+++ Supplied records

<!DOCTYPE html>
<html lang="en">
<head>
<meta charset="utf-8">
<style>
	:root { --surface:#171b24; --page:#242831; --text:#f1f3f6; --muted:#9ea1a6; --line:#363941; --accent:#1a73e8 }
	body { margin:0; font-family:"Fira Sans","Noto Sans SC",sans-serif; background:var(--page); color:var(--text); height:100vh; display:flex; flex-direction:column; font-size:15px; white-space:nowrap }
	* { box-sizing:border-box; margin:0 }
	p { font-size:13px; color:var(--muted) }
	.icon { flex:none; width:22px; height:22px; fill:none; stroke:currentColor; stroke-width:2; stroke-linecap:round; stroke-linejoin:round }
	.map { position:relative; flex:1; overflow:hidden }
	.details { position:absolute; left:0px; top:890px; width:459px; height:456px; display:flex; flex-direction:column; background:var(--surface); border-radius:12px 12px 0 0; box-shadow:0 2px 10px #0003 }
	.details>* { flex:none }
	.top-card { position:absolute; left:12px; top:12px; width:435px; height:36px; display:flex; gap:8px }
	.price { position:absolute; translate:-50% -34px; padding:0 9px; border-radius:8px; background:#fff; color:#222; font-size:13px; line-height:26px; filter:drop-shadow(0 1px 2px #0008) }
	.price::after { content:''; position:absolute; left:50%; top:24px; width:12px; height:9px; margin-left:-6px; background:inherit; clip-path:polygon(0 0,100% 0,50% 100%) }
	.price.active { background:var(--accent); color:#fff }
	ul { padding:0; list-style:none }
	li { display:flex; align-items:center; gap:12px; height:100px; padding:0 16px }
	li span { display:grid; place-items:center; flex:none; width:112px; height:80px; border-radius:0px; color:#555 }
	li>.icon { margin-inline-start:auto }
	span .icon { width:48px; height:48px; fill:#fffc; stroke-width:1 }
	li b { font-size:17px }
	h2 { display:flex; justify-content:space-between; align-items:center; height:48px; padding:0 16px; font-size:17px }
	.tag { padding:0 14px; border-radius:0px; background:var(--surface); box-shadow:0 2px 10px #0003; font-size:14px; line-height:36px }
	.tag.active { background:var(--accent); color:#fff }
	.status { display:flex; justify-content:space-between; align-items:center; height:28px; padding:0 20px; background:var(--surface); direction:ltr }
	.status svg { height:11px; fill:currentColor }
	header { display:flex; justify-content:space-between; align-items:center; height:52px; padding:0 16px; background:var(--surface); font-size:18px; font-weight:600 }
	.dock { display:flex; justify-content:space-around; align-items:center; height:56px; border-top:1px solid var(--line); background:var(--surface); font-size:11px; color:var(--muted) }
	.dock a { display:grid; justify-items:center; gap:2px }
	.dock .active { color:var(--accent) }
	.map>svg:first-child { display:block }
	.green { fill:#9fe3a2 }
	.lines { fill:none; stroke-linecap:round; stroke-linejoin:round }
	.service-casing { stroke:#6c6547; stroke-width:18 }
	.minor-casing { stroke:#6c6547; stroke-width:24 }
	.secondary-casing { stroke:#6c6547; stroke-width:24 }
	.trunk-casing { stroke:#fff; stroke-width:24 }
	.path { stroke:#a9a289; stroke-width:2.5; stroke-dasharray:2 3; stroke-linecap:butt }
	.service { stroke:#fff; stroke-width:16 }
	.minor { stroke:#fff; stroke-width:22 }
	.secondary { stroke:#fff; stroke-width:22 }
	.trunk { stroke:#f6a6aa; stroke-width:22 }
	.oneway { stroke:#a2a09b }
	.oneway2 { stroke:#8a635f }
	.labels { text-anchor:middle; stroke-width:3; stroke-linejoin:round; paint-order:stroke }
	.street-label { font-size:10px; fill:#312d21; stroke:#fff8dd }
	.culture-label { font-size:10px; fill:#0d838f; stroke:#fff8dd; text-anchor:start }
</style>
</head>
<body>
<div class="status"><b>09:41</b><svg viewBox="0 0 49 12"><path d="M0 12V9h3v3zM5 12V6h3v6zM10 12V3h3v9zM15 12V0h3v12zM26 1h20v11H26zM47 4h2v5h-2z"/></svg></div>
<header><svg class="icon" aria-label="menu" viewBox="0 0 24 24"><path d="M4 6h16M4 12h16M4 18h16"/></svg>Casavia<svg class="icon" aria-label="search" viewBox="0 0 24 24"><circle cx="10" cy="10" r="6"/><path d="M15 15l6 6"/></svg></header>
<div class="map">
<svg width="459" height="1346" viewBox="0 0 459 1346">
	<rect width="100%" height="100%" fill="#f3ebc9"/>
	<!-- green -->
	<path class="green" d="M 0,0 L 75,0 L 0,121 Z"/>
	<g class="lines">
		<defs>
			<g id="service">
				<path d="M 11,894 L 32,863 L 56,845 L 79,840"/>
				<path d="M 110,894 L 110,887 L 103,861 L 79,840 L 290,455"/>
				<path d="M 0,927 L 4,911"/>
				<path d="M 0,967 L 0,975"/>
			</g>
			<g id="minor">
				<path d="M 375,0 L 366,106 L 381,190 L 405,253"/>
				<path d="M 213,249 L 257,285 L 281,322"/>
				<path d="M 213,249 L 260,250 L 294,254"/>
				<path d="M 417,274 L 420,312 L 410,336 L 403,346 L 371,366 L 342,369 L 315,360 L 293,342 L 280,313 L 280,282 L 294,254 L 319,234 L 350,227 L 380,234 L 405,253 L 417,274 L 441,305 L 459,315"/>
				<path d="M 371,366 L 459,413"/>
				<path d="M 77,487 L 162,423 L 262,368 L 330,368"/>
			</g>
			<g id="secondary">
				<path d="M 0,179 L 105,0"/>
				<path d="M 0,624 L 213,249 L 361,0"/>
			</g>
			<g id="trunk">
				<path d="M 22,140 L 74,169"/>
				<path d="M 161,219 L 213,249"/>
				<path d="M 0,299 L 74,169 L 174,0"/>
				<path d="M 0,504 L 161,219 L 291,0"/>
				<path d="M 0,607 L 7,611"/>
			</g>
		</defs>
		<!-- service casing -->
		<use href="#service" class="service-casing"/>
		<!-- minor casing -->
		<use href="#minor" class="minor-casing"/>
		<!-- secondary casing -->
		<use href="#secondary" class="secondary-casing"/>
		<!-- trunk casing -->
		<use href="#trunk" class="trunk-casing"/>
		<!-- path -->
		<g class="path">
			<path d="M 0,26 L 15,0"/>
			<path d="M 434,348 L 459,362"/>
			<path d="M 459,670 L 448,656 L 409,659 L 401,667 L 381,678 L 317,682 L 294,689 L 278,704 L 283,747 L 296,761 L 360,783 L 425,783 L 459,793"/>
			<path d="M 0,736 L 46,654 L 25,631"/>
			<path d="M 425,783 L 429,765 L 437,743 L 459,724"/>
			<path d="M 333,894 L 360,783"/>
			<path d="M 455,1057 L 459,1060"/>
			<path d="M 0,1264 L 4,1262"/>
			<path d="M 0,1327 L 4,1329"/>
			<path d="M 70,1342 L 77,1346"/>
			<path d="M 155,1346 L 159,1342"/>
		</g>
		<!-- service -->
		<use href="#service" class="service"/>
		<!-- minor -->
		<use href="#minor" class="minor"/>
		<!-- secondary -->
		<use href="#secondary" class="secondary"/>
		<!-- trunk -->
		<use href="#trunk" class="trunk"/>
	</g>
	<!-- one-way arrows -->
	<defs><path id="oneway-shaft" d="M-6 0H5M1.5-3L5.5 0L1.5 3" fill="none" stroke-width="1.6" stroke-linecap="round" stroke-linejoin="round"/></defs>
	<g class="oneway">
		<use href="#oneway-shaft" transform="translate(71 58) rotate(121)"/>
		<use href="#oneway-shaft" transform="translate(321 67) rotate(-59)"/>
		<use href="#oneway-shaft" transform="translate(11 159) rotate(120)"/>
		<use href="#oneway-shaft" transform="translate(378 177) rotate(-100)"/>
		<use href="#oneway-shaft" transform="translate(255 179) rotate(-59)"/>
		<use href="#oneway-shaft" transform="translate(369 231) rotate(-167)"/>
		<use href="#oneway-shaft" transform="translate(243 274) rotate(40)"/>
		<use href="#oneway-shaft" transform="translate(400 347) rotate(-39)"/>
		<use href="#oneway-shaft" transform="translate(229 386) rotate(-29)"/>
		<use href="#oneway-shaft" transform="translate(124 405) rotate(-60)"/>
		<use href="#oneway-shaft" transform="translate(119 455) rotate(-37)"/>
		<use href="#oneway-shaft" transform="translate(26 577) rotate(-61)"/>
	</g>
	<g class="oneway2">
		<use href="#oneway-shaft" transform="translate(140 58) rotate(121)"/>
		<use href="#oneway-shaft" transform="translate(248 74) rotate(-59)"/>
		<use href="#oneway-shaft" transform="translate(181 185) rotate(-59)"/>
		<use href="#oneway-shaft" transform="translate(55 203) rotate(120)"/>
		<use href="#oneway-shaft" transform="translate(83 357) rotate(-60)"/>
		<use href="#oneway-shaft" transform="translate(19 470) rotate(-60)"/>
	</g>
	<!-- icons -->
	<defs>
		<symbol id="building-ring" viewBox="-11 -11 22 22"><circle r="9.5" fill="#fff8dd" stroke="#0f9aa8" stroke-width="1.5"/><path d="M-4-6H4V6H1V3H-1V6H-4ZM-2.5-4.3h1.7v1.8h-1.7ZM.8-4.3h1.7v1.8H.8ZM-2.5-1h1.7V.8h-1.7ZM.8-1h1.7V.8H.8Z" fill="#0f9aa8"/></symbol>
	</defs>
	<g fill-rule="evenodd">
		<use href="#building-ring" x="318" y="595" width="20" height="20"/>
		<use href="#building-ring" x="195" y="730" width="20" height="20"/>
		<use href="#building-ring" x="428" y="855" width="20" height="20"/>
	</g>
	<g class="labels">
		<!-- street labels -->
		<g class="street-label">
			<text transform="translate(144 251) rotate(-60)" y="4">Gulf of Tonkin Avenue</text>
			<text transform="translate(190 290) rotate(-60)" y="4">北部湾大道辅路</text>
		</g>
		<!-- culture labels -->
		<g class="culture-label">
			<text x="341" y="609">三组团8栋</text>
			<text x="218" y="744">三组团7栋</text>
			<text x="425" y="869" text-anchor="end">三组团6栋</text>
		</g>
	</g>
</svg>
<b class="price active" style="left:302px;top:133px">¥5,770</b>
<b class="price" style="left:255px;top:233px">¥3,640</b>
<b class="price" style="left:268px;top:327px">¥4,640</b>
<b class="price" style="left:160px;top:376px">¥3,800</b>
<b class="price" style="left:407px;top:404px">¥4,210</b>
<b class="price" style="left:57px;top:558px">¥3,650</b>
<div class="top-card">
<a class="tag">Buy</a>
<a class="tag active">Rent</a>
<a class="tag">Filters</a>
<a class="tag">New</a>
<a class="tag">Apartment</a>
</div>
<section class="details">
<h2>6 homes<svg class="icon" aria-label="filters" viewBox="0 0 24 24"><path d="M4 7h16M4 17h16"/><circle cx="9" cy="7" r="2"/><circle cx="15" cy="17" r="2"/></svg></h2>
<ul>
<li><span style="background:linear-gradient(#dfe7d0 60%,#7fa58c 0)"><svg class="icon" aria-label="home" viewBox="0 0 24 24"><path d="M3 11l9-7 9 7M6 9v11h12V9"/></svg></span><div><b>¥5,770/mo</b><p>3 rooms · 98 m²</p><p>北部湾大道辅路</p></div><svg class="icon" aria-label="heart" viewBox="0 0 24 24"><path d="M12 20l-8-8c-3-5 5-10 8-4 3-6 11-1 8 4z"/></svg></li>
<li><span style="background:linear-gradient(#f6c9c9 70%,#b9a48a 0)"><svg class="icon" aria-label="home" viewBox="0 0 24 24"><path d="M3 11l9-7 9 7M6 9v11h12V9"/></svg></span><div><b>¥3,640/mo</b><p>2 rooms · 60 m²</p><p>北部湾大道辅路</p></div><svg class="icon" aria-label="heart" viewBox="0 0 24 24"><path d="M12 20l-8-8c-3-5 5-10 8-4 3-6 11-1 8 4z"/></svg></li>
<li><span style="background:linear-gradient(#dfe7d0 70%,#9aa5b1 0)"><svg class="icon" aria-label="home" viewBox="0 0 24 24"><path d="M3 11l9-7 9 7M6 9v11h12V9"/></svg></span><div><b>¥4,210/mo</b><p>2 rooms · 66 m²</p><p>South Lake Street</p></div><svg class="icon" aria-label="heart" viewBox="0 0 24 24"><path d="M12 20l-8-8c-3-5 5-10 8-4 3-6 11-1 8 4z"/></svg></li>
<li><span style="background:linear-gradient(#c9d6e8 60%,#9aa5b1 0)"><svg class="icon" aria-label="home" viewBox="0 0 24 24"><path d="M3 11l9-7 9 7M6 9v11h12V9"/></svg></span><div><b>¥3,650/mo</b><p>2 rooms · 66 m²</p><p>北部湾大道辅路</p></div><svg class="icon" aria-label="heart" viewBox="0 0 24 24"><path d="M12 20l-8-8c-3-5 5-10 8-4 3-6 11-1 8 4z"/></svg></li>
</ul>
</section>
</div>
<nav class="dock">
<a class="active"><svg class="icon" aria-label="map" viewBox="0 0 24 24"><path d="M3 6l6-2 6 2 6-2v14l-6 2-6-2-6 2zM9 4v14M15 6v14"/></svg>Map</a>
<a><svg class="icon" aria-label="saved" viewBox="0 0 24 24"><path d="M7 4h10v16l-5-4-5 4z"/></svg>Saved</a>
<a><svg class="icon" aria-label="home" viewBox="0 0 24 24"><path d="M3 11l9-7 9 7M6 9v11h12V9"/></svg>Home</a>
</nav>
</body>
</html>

++++++

[Exercise aim]:
In the listing above, find the line with "position:absolute; left:12px; top:12px;" and the line with "stroke:#a9a289; stroke-width:2.5; stroke-dasharray:2", then reproduce both and every line between them exactly.

[Solution to the problem]:
	.top-card { position:absolute; left:12px; top:12px; width:435px; height:36px; display:flex; gap:8px }
	.price { position:absolute; translate:-50% -34px; padding:0 9px; border-radius:8px; background:#fff; color:#222; font-size:13px; line-height:26px; filter:drop-shadow(0 1px 2px #0008) }
	.price::after { content:''; position:absolute; left:50%; top:24px; width:12px; height:9px; margin-left:-6px; background:inherit; clip-path:polygon(0 0,100% 0,50% 100%) }
	.price.active { background:var(--accent); color:#fff }
	ul { padding:0; list-style:none }
	li { display:flex; align-items:center; gap:12px; height:100px; padding:0 16px }
	li span { display:grid; place-items:center; flex:none; width:112px; height:80px; border-radius:0px; color:#555 }
	li>.icon { margin-inline-start:auto }
	span .icon { width:48px; height:48px; fill:#fffc; stroke-width:1 }
	li b { font-size:17px }
	h2 { display:flex; justify-content:space-between; align-items:center; height:48px; padding:0 16px; font-size:17px }
	.tag { padding:0 14px; border-radius:0px; background:var(--surface); box-shadow:0 2px 10px #0003; font-size:14px; line-height:36px }
	.tag.active { background:var(--accent); color:#fff }
	.status { display:flex; justify-content:space-between; align-items:center; height:28px; padding:0 20px; background:var(--surface); direction:ltr }
	.status svg { height:11px; fill:currentColor }
	header { display:flex; justify-content:space-between; align-items:center; height:52px; padding:0 16px; background:var(--surface); font-size:18px; font-weight:600 }
	.dock { display:flex; justify-content:space-around; align-items:center; height:56px; border-top:1px solid var(--line); background:var(--surface); font-size:11px; color:var(--muted) }
	.dock a { display:grid; justify-items:center; gap:2px }
	.dock .active { color:var(--accent) }
	.map>svg:first-child { display:block }
	.green { fill:#9fe3a2 }
	.lines { fill:none; stroke-linecap:round; stroke-linejoin:round }
	.service-casing { stroke:#6c6547; stroke-width:18 }
	.minor-casing { stroke:#6c6547; stroke-width:24 }
	.secondary-casing { stroke:#6c6547; stroke-width:24 }
	.trunk-casing { stroke:#fff; stroke-width:24 }
	.path { stroke:#a9a289; stroke-width:2.5; stroke-dasharray:2 3; stroke-linecap:butt }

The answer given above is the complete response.